### Records for this task
☆ ☆ ☆ ☆ ☆

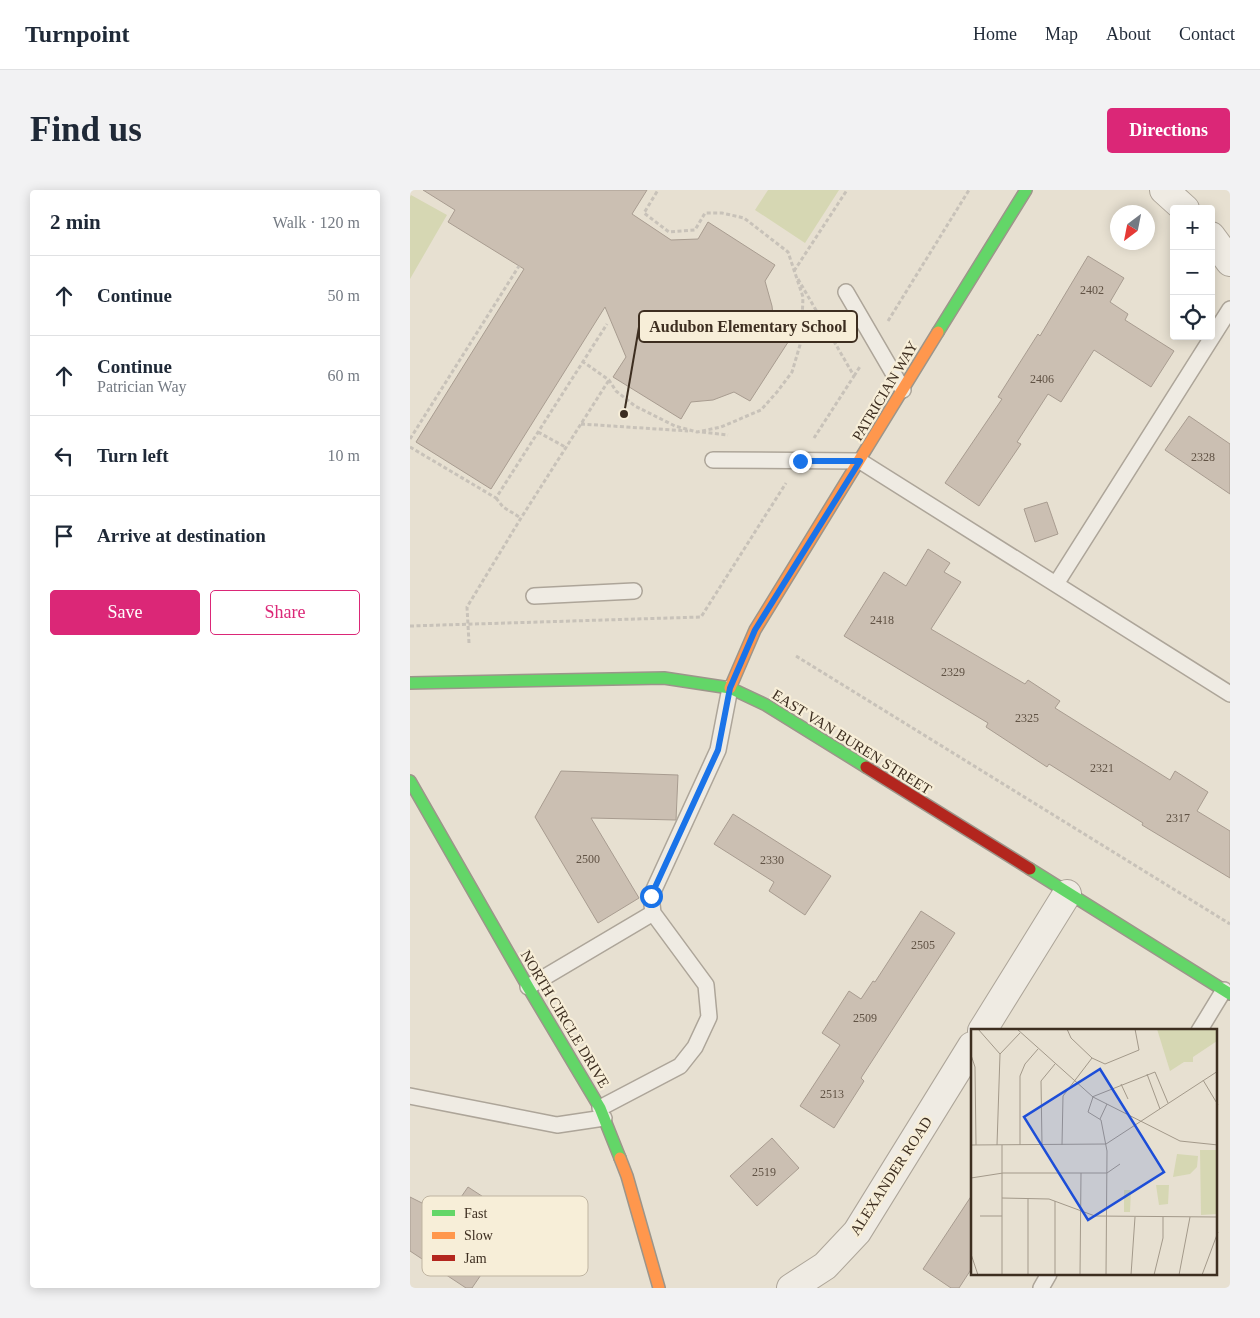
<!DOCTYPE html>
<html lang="en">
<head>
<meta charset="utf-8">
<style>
  :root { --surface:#fff; --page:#f2f2f3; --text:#1f2937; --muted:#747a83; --line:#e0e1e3; --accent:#db2777 }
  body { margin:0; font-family:Georgia,serif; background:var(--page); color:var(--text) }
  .controls { position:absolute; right:15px; top:15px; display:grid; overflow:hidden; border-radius:5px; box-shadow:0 2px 12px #0003 }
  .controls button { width:45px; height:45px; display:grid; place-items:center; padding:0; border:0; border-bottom:1px solid var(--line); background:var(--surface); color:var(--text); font:25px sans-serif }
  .compass { position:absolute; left:700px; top:15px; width:45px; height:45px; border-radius:50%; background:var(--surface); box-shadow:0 2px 12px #0003; rotate:212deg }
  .stop { position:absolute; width:15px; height:15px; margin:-11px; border:4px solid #1a73e8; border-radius:50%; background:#fff }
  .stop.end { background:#1a73e8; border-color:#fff; box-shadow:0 1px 5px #0008 }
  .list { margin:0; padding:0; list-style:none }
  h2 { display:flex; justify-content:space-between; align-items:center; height:65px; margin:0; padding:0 20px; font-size:21px }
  h2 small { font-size:16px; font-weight:400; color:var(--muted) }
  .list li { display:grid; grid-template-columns:32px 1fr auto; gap:15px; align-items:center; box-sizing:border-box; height:80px; padding:0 20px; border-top:1px solid var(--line) }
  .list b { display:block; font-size:19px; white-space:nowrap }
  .list p { margin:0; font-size:16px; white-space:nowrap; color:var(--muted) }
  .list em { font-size:16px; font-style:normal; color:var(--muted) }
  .actions { display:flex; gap:10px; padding:15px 20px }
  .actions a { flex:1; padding:11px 0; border:1px solid var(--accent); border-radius:5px; text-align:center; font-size:18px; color:var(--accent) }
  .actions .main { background:var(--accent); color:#fff }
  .icon { flex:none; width:28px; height:28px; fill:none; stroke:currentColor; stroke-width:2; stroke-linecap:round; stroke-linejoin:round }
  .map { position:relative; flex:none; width:820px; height:1098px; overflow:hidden; border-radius:5px }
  header { display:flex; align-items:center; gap:30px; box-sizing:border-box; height:70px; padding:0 25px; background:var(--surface); border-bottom:1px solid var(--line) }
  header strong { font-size:24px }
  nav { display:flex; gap:28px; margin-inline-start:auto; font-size:18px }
  .intro { display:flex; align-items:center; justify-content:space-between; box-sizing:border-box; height:120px; padding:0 30px }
  h1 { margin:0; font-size:35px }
  .button { padding:12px 22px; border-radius:5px; background:var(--accent); color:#fff; font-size:18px; font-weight:700 }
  main { display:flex; gap:30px; padding:0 30px }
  aside { flex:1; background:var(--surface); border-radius:5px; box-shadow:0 2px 12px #0003 }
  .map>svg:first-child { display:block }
  .green { fill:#d6d7b3 }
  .building { fill:#cbbfb2; stroke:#a89c90 }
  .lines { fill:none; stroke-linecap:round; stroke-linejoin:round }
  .lane-casing { stroke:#ada599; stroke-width:18 }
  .street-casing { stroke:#ada599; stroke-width:30 }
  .fast-casing { stroke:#9c958a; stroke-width:14 }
  .slow-casing { stroke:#9c958a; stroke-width:14 }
  .jam-casing { stroke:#9c958a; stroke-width:14 }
  .path { stroke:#c8c2b9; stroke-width:3; stroke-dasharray:4 2.5; stroke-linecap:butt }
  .lane { stroke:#efebe3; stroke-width:15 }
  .street { stroke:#efebe3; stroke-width:28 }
  .fast { stroke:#63d668; stroke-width:11 }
  .slow { stroke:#ff974d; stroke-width:11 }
  .jam { stroke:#b3261e; stroke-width:11 }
  .route { stroke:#1a73e8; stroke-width:6 }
  .labels { text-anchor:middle; stroke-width:4.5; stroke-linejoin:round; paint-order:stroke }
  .number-label { font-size:12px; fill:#605244 }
  .street-label { font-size:15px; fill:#3d2e20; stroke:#f7eed8 }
  .inset-road { fill:none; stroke:#a3998a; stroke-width:1 }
  .view { fill:#1d4ed8; fill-opacity:0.15; stroke:#1d4ed8; stroke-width:2.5 }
  .inset-edge { fill:none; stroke:#3d2e20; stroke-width:2.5 }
  .key { fill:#f7eed8; stroke:#bfb4a1; stroke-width:1 }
  .key-label { font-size:14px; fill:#3d2e20 }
  .leader { fill:none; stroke:#3d2e20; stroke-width:2 }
  .callout-dot { fill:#3d2e20; stroke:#f7eed8; stroke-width:2 }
  .callout { fill:#f7eed8; stroke:#3d2e20; stroke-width:2 }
  .callout-label { font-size:16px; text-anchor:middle; font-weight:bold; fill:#3d2e20 }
</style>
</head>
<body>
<header>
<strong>Turnpoint</strong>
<nav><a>Home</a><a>Map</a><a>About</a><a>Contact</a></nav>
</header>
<div class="intro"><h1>Find us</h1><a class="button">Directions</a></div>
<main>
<aside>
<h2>2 min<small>Walk · 120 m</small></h2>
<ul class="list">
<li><svg class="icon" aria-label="ahead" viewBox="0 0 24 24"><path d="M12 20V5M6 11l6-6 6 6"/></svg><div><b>Continue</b></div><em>50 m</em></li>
<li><svg class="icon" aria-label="ahead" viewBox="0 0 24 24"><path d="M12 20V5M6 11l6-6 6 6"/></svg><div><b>Continue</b><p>Patrician Way</p></div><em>60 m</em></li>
<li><svg class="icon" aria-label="left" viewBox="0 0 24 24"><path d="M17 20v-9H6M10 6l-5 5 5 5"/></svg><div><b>Turn left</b></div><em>10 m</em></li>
<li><svg class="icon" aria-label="arrive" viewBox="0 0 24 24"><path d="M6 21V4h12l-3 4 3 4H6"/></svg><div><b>Arrive at destination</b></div></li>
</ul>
<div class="actions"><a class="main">Save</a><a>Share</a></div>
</aside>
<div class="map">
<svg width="820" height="1098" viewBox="0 0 820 1098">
  <rect width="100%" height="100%" fill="#e7e0d1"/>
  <path class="green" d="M358 0H429L395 53 345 20Z
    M1 5 37 25 0 89V7Z"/>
  <path class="building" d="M13 0H237L222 24 261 50 288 49 298 32 365 75 355 91 362 116 364 135 382 146 340 211 324 202 303 210 281 212 271 229 203 187 216 167 195 117 81 299 6 252 114 79 38 32 45 20Z
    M678 66 714 88 700 112 718 124 715 130 764 161 741 197 684 160 651 212 638 204 607 252 611 254 569 316 535 293 592 209 588 207 628 144 630 146Z
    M779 226 820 254V304L755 260Z
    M637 312 648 344 625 352 614 319Z
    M518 359 540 373 534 382 551 392 521 439 615 494 618 490 650 511 645 518 760 590 765 581 798 602 787 621 820 641V688L732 635 733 633 639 574 637 577 576 537 578 533 434 446 474 382 496 396Z
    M151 581 268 585 266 630 181 628 229 708 188 733 125 627Z
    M323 624 421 686 395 725 359 701 364 692 304 654Z
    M511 721 545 743 451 888 454 891 424 938 390 916 430 855 412 843 439 801 451 809 463 791 465 792Z
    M362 948 389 978 347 1016 320 986Z
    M58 997 81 1012 65 1036 92 1054 62 1098H56L0 1061V1007L38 1026Z
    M562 1005V1078L549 1098H541L513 1079Z"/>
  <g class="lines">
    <g class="lane-casing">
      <path id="lane" d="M436 102 493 200
        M303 270 450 271 820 504
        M646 394 820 119
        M124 406 224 401
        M118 797 243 723
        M789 841 814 800
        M0 906 147 935 194 928
        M190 918 270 876 285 857 299 827 296 795 243 723 241 706 308 560 320 498
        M631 1098 639 1084"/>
    </g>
    <g class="street-casing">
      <path id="street" d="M754 0 775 19
        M801 46 820 72
        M572 841 657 704
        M381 1098 415 1076 447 1042 562 856"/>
    </g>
    <g class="fast-casing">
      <path id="fast" d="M528 142 616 0
        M0 493 254 488 320 498 356 515 456 577
        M0 591 118 797 190 918 210 968
        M620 679 820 804"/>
    </g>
    <g class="slow-casing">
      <path id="slow" d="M320 498 345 440 528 142
        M210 968 217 986 249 1098"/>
    </g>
    <g class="jam-casing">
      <path id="jam" d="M456 577 620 679"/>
    </g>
    <path class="path" d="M384 81 437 0
      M388 89 444 186 404 248
      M478 131 559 0
      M172 171 199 190 206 201 225 216 265 236 287 242 311 237 351 220 367 202 382 182 390 155 392 131 393 107 378 62 334 28 312 23H295L285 40 259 42 234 23 248 0
      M444 186 451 175
      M171 234 278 241
      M128 242 157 258
      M292 242 318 245
      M0 249 109 76
      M0 257 86 308 197 134
      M86 308 93 317 111 328
      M0 436 291 427 376 293
      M59 453 57 417 111 328 199 190
      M386 466 820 734"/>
    <use href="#lane" class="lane"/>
    <use href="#street" class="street"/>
    <use href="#fast" class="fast"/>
    <use href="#slow" class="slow"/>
    <use href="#jam" class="jam"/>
  </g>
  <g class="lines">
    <path class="route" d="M241 706 308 560 320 498 345 440 450 271H390"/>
  </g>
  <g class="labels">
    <g class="number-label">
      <text x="682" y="104">2402</text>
      <text x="632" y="193">2406</text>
      <text x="793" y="271">2328</text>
      <text x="472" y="434">2418</text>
      <text x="543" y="486">2329</text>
      <text x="617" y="532">2325</text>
      <text x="692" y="582">2321</text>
      <text x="768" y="632">2317</text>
      <text x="178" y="673">2500</text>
      <text x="362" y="674">2330</text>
      <text x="513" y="759">2505</text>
      <text x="455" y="832">2509</text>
      <text x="422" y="908">2513</text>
      <text x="354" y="986">2519</text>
    </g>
    <g class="street-label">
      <text transform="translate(475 201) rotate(-59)" y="5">PATRICIAN WAY</text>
      <text transform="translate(442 552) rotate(32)" y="5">EAST VAN BUREN STREET</text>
      <text transform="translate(155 829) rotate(59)" y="5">NORTH CIRCLE DRIVE</text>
      <text transform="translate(481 986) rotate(-57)" y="5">ALEXANDER ROAD</text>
    </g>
  </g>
  <g transform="translate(561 839)">
    <rect width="246" height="246" fill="#e7e0d1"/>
    <path d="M186 0H246V12L222 28V33H213L199 42ZM229 121H246V185L230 186ZM206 125 227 127 226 138 219 145 202 148ZM185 156H198L197 175 188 176ZM153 161H160L159 183H153Z" fill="#d6d7b3"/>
    <path class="inset-road" d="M7 0 29 25M46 0 122 68 209 112 247 116M96 0 100 9 121 29 134 35 168 21 164 0M0 26 4 38 5 116M176 45 189 80M232 51 247 76M150 55 157 70M121 68 184 43 197 74M122 68 117 83 130 91 136 122 135 246M129 90 136 75M0 116 135 115 247 42M26 116 29 25 49 4M49 116V47L54 35 67 20M71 116 70 52 84 35M91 116 92 67 121 29M0 149 32 144H136L149 135M31 169 78 170 124 187 247 188M9 187H31M0 225 7 246M31 246V116M57 246V169M84 246V172M109 246 110 144M160 246 164 188M183 246 192 209V188M208 246 219 188M231 246 247 203"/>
    <path class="view" d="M129 40 193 143 117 191 53 88Z"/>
    <rect width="246" height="246" class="inset-edge"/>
  </g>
  <rect x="12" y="1006" width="166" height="80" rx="8" class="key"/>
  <rect x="22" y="1020" width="23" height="6" fill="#63d668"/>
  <rect x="22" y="1042" width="23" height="7" fill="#ff974d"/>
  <rect x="22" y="1065" width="23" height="6" fill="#b3261e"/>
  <g class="key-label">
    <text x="54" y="1028">Fast</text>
    <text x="54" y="1050">Slow</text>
    <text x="54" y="1073">Jam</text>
  </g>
  <path class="leader" d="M214 224L229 137"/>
  <circle class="callout-dot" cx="214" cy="224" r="5"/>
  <rect class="callout" x="229" y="121" width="218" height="31" rx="5"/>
  <g class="callout-label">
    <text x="338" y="142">Audubon Elementary School</text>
  </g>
</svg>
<div class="controls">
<button>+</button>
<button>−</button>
<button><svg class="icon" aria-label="locate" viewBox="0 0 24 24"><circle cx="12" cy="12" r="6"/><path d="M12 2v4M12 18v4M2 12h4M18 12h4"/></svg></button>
</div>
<svg class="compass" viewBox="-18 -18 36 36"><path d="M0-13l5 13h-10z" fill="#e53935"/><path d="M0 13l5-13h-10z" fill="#747a83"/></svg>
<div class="stop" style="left:241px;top:706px"></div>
<div class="stop end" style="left:390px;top:271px"></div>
</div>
</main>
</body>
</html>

☆ ☆ ☆ ☆ ☆

### Work instructions
Leaving every picture out, write out exactly the lines from the beginning of the listing above to the line with "position:absolute; right:15px; top:15px;", inclusive.

### Task result
<!DOCTYPE html>
<html lang="en">
<head>
<meta charset="utf-8">
<style>
  :root { --surface:#fff; --page:#f2f2f3; --text:#1f2937; --muted:#747a83; --line:#e0e1e3; --accent:#db2777 }
  body { margin:0; font-family:Georgia,serif; background:var(--page); color:var(--text) }
  .controls { position:absolute; right:15px; top:15px; display:grid; overflow:hidden; border-radius:5px; box-shadow:0 2px 12px #0003 }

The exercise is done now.